1° Quatre magistrats : deux conseillers d’État désignés par le vice‑président du Conseil d’État et deux conseillers à la Cour de cassation désignés par le premier président de la Cour de cassation ;

2° Un chargé des salariés des entreprises du secteur industriel désigné par le ministre de l’économie, des finances et de l’industrie après consultation des organisations syndicales et associatives représentatives ;

3° Un chargé des associations de protection de l’environnement agréées désigné par le ministre de la transition écologique et solidaire, après consultation des organisations syndicales et associatives représentatives.

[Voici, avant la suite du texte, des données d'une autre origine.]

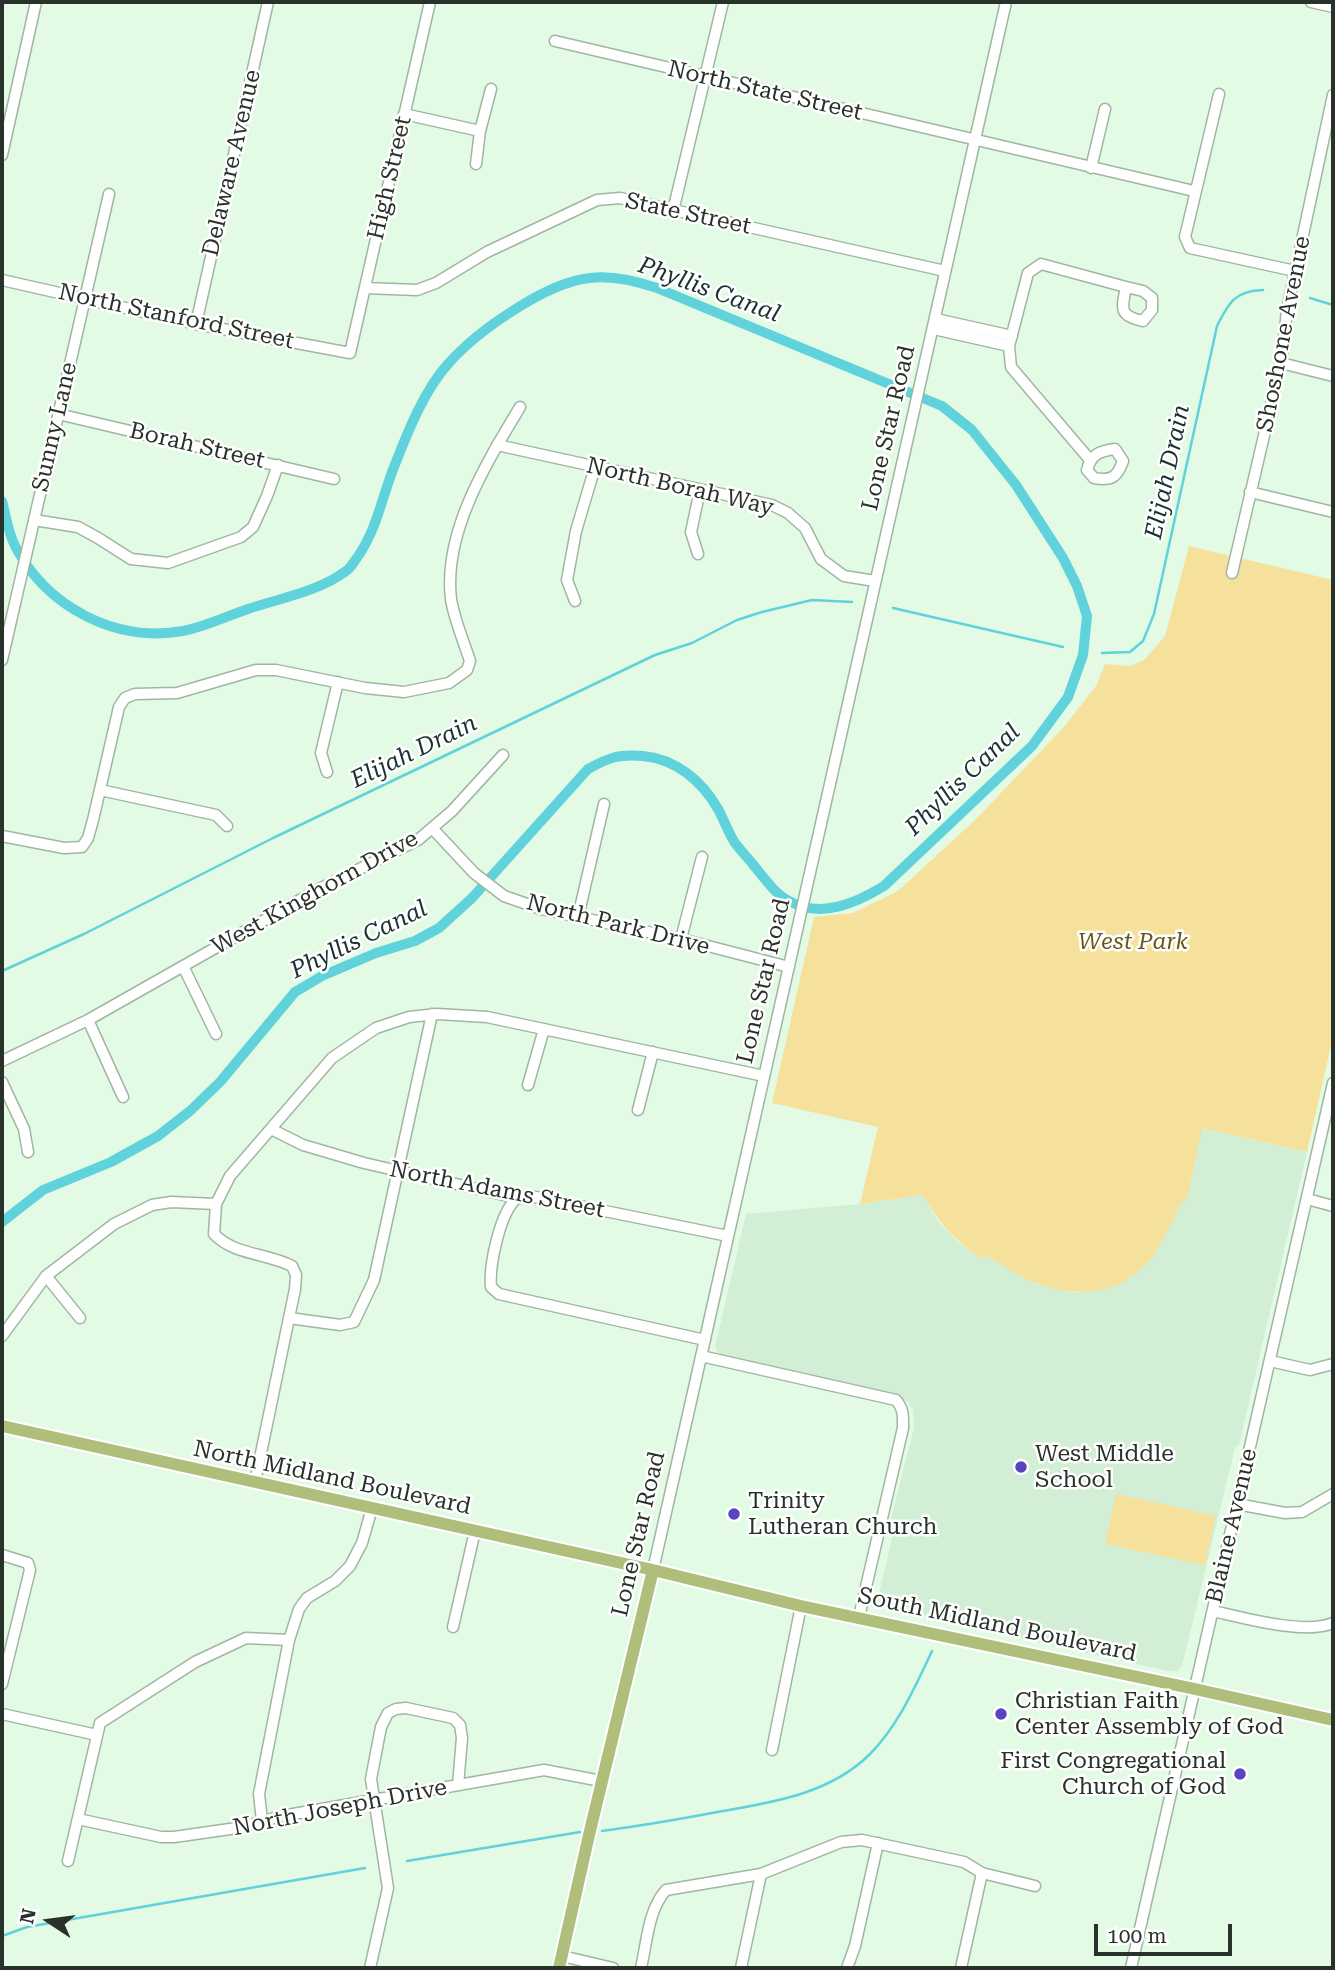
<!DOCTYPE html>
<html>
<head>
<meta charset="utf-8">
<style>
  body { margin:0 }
  #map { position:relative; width:1335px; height:1970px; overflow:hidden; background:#e3fbe5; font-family:"Roboto Serif",serif }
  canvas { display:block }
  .frame { position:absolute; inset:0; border:4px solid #29322a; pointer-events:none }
  .north { position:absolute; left:14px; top:1886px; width:70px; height:70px; -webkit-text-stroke:5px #fff; paint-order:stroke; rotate:283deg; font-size:19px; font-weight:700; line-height:28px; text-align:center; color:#29322a }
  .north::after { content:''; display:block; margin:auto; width:24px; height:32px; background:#29322a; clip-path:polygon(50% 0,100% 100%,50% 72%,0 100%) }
  .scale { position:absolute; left:1094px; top:1924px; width:138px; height:32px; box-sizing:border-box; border:4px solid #29322a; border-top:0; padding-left:9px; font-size:21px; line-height:24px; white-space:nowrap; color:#29322a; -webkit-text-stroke:5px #fff; paint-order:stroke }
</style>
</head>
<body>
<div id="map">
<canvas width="1335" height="1970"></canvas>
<div class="frame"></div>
<div class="north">N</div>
<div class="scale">100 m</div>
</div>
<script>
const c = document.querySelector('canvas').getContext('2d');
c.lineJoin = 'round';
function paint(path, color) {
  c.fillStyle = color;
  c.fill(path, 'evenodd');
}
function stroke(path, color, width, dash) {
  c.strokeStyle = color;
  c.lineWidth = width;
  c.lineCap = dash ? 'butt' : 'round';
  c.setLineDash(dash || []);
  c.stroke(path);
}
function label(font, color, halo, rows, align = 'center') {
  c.font = font + ' "Roboto Serif",serif';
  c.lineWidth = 5;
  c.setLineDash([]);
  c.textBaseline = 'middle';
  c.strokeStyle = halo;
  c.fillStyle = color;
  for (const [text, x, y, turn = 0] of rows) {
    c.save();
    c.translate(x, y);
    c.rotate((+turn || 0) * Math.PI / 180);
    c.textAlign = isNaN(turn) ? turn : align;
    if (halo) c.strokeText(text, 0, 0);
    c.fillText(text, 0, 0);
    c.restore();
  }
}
paint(new Path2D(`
  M1201 1128 1307 1152 1239 1445 1235 1448 1182 1666 1177 1671H1168L992 1632 881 1605 878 1598 892 1538 890 1523 914 1428 913 1410 908 1402 894 1394 722 1356 717 1351 715 1347 746 1214 860 1204 923 1195 937 1220 958 1242 983 1259 986 1255 1036 1284 1077 1293 1131 1278 1159 1247 1182 1201Z`), '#d2eed5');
paint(new Path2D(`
  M1189 546 1333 580V1037L1307 1152 1202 1128 1186 1203 1182 1201C1175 1216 1168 1231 1160 1245 1132 1292 1087 1301 1038 1284 1020 1277 1003 1265 986 1255L983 1259C954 1240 940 1225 923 1195L860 1204 878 1127 772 1103 814 917 853 913 898 891 976 819 1063 728 1096 686 1105 664 1130 666 1144 660 1165 636Z
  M1116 1494 1216 1516 1205 1565 1105 1544Z`), '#f6e19c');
stroke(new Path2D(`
  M1310 298 1333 305
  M893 608 1063 647
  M1102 653 1130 652 1143 641 1154 614 1217 326C1229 302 1235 291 1263 290
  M2 971 84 934 273 838 655 655 692 643 737 620 762 612 812 600 852 602
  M602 1831C639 1826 675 1820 712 1813 767 1803 827 1796 869 1755 898 1726 915 1687 932 1651
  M407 1861 580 1832
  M2 1936 27 1927 365 1868`), '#5fd2db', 2.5);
stroke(new Path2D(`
  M2 501C6 516 8 532 15 546 47 607 115 643 183 631 204 627 227 616 248 609 280 598 318 592 346 571 351 568 355 560 359 555 379 524 382 495 396 462 408 431 425 389 448 364 477 331 547 282 590 278 613 275 636 281 657 288L942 406 972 430 1016 485 1063 558 1077 586 1087 616 1083 655 1068 697 1032 746 884 886C856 903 821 919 789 901 775 894 765 879 755 867 749 859 741 851 735 843 728 832 724 820 718 809 702 781 676 759 643 756 619 754 610 757 588 769L472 898 439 928 415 941 376 953 322 976 295 992 220 1082 190 1111 158 1136 111 1162 43 1190 2 1222`), '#5fd2db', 10);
const minor = new Path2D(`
  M1311 2 1333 7
  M555 41 1194 191
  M1219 94 1185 237 1190 248 1295 271
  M404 114 480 131
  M2 155 36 2
  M476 164 480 131 491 89
  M1091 168 1105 109
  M673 211 723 2
  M2 280 196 324 350 353 430 2
  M1126 287 1143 291 1152 298V310L1143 321C1118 316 1122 308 1126 287Z
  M365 288 417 290 436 283 487 252 597 200 620 198 945 271
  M936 319 1012 336
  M196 324 268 2
  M934 329 1009 346
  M1281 363 1333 376
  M58 414 334 479
  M497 445 772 505 788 513 805 528 821 559 844 576 875 581
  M1115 449 1123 461C1117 478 1111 481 1094 478L1087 470C1091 454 1100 451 1115 449Z
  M1090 460 1011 367 1009 346 1028 273 1041 264 1126 287
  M1250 492 1333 512
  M34 520 78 527 98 538 131 559 168 563 241 537 253 527 267 496 278 465
  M698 554 691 532 700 490
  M1232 573 1282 358 1287 310 1333 95
  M575 601 567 580 576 531 595 467
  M2 660 109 194
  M327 772 321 753 338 682
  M100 790 216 815 227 826
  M432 828 474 873 504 896 541 909 681 939 789 967
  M2 836 64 848 82 847 88 838 93 820 119 707 125 698 135 694 177 693 256 670H276L365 688 404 692 449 683 467 670 470 661C464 642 454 619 451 599 443 532 487 462 520 407
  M578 917 604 804
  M681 939 702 857
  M183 966 216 1034
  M88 1020 123 1097
  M2 1061 88 1020 321 888 418 840 452 811 503 755
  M2 1082 24 1129 28 1152
  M528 1085 544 1029
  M638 1110 653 1052
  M271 1129 303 1145 364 1163 517 1198 536 1197 728 1236
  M517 1198C500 1212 489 1265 491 1287L499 1294 705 1340
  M1307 1199 1333 1206
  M46 1276 80 1318
  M289 1318 340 1325 354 1322 374 1280 432 1014
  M2 1336 46 1276 114 1224 152 1205 171 1202 216 1204
  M701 1356 896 1400C904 1409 903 1417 903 1428L859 1617
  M1270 1361 1310 1370 1333 1364
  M255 1482 295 1289 296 1275 292 1266C266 1253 234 1255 214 1234L216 1204 230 1176 332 1058 376 1028 409 1017 437 1014 487 1017 764 1076
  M1237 1504 1285 1513 1302 1512 1333 1494
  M2 1555 28 1563 30 1570 2 1684
  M653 1570 1006 2
  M1213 1611C1244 1618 1305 1635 1333 1623
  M453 1627 475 1531
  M2 1714 97 1735
  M772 1750 801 1606
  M78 1819 161 1837H174L237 1828 282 1816 544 1770 601 1781
  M262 1821 259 1794 289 1640 299 1609 307 1598 335 1581 350 1566 362 1543 372 1508
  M68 1861 100 1723 195 1662 246 1638 289 1640
  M562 1956 613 1968
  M370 1968 388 1888 371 1779 381 1727 388 1713 396 1709 406 1708 453 1718 460 1725 462 1738 458 1785
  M641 1968C647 1942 648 1910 666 1890L761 1874 841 1842 862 1840 964 1862 982 1873 1035 1886
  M741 1968 761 1874
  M847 1968 855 1946 878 1843
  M961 1968 982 1873
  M1131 1968 1333 1083`);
const major = new Path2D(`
  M2 1426 653 1570 801 1606 1195 1689 1333 1720
  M559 1968 589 1835 653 1570`);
stroke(minor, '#a0b6a2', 13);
stroke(major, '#fff', 16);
stroke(minor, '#fff', 10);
stroke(major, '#b0be7b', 12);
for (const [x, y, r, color] of [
  [1021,1467,7,"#5645bd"],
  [734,1514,7,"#5645bd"],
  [1001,1714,7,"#5645bd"],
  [1240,1774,7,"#5645bd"]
]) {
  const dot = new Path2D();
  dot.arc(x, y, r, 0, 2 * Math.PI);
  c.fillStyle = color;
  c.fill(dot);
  stroke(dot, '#fff', 2.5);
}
label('23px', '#29322a', '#fff', [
  ["North State Street",765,91,13],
  ["Delaware Avenue",232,163,-77],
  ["High Street",390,178,-77],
  ["State Street",688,214,12],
  ["North Stanford Street",176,317,12],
  ["Shoshone Avenue",1284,334,-79],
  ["Sunny Lane",55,427,-77],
  ["Lone Star Road",889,428,-77],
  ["Borah Street",197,446,13],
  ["North Borah Way",680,487,13],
  ["West Kinghorn Drive",315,893,-29],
  ["North Park Drive",618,925,14],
  ["Lone Star Road",764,981,-77],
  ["North Adams Street",497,1190,11],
  ["North Midland Boulevard",332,1478,12],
  ["Blaine Avenue",1232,1526,-77],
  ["Lone Star Road",639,1534,-77],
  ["South Midland Boulevard",997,1625,12],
  ["North Joseph Drive",340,1808,-11]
]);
label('italic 23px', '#67571a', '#fff', [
  ["West Park",1133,942]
]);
label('23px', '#29322a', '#fff', [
  ["West Middle",1035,1454],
  ["School",1035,1480],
  ["Trinity",748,1501],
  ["Lutheran Church",748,1527],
  ["Christian Faith",1015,1701],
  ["Center Assembly of God",1015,1727],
  ["First Congregational",1226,1761,"right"],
  ["Church of God",1226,1787,"right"]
], 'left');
label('italic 24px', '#1c3132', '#fff', [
  ["Phyllis Canal",709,290,20],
  ["Elijah Drain",1168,472,-78],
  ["Elijah Drain",414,752,-26],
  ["Phyllis Canal",963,780,-44],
  ["Phyllis Canal",359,940,-26]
]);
</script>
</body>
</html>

Saisi par le président du collège, le rapporteur est chargé de l’instruction des dossiers de sanction. Il est désigné par le vice‑président du Conseil d’État après avis du collège de l’Autorité parmi les membres des juridictions administratives en activité, pour une durée de quatre ans renouvelable. Le collège s’assure qu’il ne risque pas de se trouver en conflit d’intérêts compte tenu des personnes ou des sociétés faisant l’objet de la procédure. Présent lors de la séance, il n’assiste pas au délibéré et ne prend pas part à la décision.

Lorsqu’elle est saisie par le collège de l’Autorité de sûreté des sites Seveso, à l’issue de l’instruction réalisée par le rapporteur, la commission des sanctions statue sur les faits reprochés aux personnes poursuivies au terme d’une procédure contradictoire.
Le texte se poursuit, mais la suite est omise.